Material for this exercise
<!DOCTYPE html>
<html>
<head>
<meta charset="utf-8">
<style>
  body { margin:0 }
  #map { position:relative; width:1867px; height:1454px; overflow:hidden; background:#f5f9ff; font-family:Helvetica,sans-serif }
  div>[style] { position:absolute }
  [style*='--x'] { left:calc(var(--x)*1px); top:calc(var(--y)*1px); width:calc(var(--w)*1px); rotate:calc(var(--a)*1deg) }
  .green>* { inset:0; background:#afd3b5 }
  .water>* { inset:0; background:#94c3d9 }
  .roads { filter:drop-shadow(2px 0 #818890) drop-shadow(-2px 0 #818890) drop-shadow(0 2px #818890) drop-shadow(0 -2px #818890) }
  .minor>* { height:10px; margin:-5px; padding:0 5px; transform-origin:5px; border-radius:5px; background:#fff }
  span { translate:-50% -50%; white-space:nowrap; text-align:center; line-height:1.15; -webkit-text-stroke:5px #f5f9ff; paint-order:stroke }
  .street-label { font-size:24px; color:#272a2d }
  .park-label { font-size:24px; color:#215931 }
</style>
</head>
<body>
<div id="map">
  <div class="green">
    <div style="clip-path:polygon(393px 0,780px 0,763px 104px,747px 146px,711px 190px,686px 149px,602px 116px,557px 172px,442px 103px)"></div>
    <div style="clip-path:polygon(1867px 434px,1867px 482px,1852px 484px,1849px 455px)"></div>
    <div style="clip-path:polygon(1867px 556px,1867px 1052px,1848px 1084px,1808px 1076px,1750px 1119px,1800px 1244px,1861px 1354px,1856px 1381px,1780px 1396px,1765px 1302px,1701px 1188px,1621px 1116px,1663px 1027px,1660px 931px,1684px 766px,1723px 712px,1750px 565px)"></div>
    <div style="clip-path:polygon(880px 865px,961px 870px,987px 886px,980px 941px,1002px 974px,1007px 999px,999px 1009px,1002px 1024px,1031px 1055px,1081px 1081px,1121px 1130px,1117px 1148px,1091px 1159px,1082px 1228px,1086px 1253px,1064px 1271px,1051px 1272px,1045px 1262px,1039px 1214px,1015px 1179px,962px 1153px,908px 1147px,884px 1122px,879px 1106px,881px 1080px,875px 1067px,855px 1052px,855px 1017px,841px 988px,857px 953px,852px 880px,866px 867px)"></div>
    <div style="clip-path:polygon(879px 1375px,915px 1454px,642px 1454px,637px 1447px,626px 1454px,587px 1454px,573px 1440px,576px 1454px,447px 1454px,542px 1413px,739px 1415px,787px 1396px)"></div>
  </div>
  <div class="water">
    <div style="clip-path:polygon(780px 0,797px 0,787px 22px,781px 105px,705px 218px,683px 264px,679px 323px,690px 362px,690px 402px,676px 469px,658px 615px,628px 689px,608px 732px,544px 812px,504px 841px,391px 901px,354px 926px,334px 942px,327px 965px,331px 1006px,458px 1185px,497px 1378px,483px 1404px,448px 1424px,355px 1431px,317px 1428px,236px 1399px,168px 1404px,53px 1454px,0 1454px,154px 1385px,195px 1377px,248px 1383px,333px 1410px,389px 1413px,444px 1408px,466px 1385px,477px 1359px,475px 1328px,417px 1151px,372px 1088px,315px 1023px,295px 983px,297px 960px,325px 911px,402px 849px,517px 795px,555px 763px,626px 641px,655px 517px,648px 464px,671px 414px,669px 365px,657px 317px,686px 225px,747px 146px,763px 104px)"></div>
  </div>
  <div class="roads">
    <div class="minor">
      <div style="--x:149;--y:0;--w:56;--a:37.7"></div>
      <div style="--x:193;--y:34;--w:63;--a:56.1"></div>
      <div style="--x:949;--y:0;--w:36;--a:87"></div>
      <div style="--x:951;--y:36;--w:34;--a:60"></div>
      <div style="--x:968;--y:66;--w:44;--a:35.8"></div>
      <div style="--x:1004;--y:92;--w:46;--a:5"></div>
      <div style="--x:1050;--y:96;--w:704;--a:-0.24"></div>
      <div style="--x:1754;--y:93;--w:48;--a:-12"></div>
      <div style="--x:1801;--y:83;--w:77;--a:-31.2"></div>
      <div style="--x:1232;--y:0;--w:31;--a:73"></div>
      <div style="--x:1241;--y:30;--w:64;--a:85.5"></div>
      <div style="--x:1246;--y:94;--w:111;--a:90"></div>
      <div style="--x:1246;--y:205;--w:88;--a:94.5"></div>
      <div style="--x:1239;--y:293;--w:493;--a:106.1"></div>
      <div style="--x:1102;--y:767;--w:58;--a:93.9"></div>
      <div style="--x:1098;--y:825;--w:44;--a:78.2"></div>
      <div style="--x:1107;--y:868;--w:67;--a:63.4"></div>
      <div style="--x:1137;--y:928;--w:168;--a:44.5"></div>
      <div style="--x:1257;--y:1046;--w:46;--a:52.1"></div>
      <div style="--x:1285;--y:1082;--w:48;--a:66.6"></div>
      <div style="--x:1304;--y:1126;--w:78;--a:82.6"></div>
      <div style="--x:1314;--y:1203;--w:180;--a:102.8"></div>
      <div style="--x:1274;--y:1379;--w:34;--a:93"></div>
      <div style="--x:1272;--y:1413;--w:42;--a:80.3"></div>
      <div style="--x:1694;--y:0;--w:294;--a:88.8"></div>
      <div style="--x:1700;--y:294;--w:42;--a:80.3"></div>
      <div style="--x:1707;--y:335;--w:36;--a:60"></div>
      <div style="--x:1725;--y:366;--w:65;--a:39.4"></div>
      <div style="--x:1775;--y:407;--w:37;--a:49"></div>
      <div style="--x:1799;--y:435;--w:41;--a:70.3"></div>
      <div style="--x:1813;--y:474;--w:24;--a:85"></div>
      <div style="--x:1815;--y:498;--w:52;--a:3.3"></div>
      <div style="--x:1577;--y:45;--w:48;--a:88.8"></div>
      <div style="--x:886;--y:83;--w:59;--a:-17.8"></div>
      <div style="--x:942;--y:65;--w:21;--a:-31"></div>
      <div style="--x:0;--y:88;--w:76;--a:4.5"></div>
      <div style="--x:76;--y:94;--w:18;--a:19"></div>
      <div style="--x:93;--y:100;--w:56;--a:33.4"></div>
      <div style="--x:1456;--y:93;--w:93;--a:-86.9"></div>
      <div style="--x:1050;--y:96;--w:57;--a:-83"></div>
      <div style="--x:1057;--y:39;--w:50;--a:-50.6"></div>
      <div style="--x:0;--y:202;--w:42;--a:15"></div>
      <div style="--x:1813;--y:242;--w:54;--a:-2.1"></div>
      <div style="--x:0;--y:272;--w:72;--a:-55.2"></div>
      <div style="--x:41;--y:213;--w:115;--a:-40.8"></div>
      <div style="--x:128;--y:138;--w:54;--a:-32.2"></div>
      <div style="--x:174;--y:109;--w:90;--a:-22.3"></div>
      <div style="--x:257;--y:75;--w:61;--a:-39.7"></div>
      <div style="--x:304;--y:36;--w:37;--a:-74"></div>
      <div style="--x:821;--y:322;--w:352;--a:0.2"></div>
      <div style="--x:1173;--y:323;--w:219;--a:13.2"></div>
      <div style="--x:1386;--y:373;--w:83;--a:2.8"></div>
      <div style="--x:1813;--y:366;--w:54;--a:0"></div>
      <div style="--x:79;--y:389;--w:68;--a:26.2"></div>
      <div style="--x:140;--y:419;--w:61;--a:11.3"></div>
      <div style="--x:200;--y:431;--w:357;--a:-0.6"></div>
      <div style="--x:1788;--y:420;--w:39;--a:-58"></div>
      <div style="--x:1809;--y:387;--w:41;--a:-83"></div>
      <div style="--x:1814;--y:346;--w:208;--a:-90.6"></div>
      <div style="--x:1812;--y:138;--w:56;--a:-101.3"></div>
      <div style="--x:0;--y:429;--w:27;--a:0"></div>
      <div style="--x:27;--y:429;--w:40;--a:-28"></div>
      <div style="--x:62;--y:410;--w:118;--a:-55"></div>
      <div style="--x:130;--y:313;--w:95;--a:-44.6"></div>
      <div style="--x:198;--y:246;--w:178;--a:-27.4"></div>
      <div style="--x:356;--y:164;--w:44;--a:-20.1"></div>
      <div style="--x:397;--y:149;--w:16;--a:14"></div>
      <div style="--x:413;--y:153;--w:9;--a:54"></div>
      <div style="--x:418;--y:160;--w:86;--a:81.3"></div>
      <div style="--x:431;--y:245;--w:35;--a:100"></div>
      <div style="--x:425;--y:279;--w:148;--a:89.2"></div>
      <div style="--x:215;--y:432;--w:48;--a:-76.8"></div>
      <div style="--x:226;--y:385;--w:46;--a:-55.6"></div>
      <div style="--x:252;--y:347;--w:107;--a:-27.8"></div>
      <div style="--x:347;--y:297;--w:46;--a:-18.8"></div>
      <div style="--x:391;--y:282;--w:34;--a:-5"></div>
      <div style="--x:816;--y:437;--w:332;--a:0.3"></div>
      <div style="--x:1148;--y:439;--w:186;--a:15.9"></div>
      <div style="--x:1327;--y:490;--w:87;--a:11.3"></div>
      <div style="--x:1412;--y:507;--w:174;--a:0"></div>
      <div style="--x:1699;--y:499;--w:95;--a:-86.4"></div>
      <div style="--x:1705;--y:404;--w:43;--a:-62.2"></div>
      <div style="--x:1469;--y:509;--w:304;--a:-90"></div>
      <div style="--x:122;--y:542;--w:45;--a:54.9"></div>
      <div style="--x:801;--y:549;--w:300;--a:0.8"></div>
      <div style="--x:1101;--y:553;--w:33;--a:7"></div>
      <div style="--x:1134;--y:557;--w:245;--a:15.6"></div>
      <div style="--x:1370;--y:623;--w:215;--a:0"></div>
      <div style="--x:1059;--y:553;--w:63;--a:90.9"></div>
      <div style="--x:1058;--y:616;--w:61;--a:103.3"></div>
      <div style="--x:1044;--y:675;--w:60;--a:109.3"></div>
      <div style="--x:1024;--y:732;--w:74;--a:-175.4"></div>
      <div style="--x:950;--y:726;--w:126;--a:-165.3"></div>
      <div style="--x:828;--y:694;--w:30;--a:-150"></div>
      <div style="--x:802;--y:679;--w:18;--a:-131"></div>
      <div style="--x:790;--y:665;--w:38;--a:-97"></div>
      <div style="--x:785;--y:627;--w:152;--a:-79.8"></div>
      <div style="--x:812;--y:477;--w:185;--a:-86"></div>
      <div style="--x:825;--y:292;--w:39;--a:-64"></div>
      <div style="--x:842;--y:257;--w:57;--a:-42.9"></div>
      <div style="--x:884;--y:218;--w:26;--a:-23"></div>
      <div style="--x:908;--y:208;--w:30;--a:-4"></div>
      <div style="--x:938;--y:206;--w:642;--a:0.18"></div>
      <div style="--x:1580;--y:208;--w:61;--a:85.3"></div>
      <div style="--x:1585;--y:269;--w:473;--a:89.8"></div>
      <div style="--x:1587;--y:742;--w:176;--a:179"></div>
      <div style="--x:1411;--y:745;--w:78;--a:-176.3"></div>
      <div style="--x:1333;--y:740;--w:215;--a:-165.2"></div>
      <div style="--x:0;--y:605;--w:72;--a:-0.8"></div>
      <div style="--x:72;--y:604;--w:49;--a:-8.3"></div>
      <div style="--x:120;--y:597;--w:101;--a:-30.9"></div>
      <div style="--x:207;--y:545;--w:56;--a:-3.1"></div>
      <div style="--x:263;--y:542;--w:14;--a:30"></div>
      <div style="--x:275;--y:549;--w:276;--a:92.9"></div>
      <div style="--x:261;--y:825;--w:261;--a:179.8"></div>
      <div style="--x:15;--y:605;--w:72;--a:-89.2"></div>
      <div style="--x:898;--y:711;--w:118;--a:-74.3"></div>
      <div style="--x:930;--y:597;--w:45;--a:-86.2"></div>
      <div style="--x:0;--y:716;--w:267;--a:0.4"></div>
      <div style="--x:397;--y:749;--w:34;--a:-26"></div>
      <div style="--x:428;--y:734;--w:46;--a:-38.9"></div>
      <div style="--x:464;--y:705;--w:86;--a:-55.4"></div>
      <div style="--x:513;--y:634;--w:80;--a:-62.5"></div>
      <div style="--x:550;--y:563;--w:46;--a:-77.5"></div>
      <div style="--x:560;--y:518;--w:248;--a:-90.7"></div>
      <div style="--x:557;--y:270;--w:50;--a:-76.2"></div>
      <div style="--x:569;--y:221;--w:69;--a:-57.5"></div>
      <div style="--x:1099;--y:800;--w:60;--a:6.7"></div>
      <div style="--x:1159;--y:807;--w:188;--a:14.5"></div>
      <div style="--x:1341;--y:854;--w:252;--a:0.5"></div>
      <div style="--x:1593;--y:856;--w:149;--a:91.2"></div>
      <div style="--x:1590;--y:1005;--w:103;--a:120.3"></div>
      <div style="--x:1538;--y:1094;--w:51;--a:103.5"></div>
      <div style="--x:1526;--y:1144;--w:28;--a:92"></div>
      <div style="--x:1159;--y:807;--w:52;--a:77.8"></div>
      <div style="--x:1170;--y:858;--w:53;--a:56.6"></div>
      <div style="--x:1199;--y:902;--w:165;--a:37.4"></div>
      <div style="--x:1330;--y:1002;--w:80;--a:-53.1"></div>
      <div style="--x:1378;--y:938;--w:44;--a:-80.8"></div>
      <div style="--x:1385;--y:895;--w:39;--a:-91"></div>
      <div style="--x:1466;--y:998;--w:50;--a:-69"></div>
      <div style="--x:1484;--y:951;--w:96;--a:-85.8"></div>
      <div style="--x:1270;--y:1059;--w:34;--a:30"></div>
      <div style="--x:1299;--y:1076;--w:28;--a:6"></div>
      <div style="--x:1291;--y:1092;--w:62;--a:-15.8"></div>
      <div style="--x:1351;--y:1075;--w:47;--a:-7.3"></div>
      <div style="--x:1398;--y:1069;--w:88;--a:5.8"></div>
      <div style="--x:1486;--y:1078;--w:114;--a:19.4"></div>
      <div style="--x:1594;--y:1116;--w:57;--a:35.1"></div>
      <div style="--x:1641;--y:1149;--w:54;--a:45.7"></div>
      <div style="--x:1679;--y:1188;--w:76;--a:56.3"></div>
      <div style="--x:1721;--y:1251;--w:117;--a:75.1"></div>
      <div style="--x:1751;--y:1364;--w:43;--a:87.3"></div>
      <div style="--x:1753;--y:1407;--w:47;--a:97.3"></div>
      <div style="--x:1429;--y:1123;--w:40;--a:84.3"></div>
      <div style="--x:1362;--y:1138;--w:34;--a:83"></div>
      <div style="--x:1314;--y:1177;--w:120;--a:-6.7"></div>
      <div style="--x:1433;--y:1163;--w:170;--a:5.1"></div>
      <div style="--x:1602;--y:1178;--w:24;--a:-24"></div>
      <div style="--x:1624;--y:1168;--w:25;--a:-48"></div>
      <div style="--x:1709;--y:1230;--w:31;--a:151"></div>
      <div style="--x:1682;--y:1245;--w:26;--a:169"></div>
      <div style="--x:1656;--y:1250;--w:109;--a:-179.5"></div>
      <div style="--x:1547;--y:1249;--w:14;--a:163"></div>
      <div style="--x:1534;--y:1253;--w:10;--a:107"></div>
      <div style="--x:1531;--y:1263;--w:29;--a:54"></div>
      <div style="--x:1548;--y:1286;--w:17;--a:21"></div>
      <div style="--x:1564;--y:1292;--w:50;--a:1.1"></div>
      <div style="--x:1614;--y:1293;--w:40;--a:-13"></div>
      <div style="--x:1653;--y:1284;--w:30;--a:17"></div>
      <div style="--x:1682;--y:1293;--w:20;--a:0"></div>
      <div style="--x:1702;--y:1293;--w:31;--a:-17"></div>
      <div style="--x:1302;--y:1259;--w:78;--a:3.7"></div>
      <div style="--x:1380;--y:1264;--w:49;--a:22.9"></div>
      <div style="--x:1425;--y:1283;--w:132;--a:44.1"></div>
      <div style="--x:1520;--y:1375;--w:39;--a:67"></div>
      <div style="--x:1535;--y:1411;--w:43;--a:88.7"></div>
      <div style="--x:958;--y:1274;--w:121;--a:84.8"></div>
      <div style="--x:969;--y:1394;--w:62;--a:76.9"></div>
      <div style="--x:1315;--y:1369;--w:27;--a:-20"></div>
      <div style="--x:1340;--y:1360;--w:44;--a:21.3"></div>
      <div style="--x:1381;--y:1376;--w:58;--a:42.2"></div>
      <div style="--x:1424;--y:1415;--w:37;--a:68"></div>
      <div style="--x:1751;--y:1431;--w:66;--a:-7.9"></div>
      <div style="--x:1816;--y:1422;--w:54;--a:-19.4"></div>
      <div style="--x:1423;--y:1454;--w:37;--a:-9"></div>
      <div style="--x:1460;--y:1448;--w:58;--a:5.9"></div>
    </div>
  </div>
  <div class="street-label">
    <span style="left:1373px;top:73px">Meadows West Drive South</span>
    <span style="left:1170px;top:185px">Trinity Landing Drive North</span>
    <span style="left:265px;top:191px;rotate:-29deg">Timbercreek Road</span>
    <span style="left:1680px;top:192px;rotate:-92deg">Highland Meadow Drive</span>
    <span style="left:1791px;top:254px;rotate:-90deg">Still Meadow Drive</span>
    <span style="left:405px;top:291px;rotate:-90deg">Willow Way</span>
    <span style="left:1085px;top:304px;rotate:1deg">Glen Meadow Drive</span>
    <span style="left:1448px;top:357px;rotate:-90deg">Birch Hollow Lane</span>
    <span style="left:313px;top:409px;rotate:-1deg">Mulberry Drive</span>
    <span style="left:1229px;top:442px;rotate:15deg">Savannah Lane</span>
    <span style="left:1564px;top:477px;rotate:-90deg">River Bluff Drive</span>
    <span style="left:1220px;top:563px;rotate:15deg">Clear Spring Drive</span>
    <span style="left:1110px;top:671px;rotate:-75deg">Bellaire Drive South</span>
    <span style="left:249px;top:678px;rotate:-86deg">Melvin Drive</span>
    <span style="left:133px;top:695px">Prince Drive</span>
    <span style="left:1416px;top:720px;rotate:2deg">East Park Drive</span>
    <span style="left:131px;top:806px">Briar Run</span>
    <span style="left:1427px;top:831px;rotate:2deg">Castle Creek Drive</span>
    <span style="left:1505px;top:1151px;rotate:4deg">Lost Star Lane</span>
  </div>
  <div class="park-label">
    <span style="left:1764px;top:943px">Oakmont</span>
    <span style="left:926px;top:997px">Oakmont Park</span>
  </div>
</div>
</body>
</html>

Exercise brief
If a line in the entries above contains "class", report it.

Solution for this task
  <div class="green">
  <div class="water">
  <div class="roads">
    <div class="minor">
  <div class="street-label">
  <div class="park-label">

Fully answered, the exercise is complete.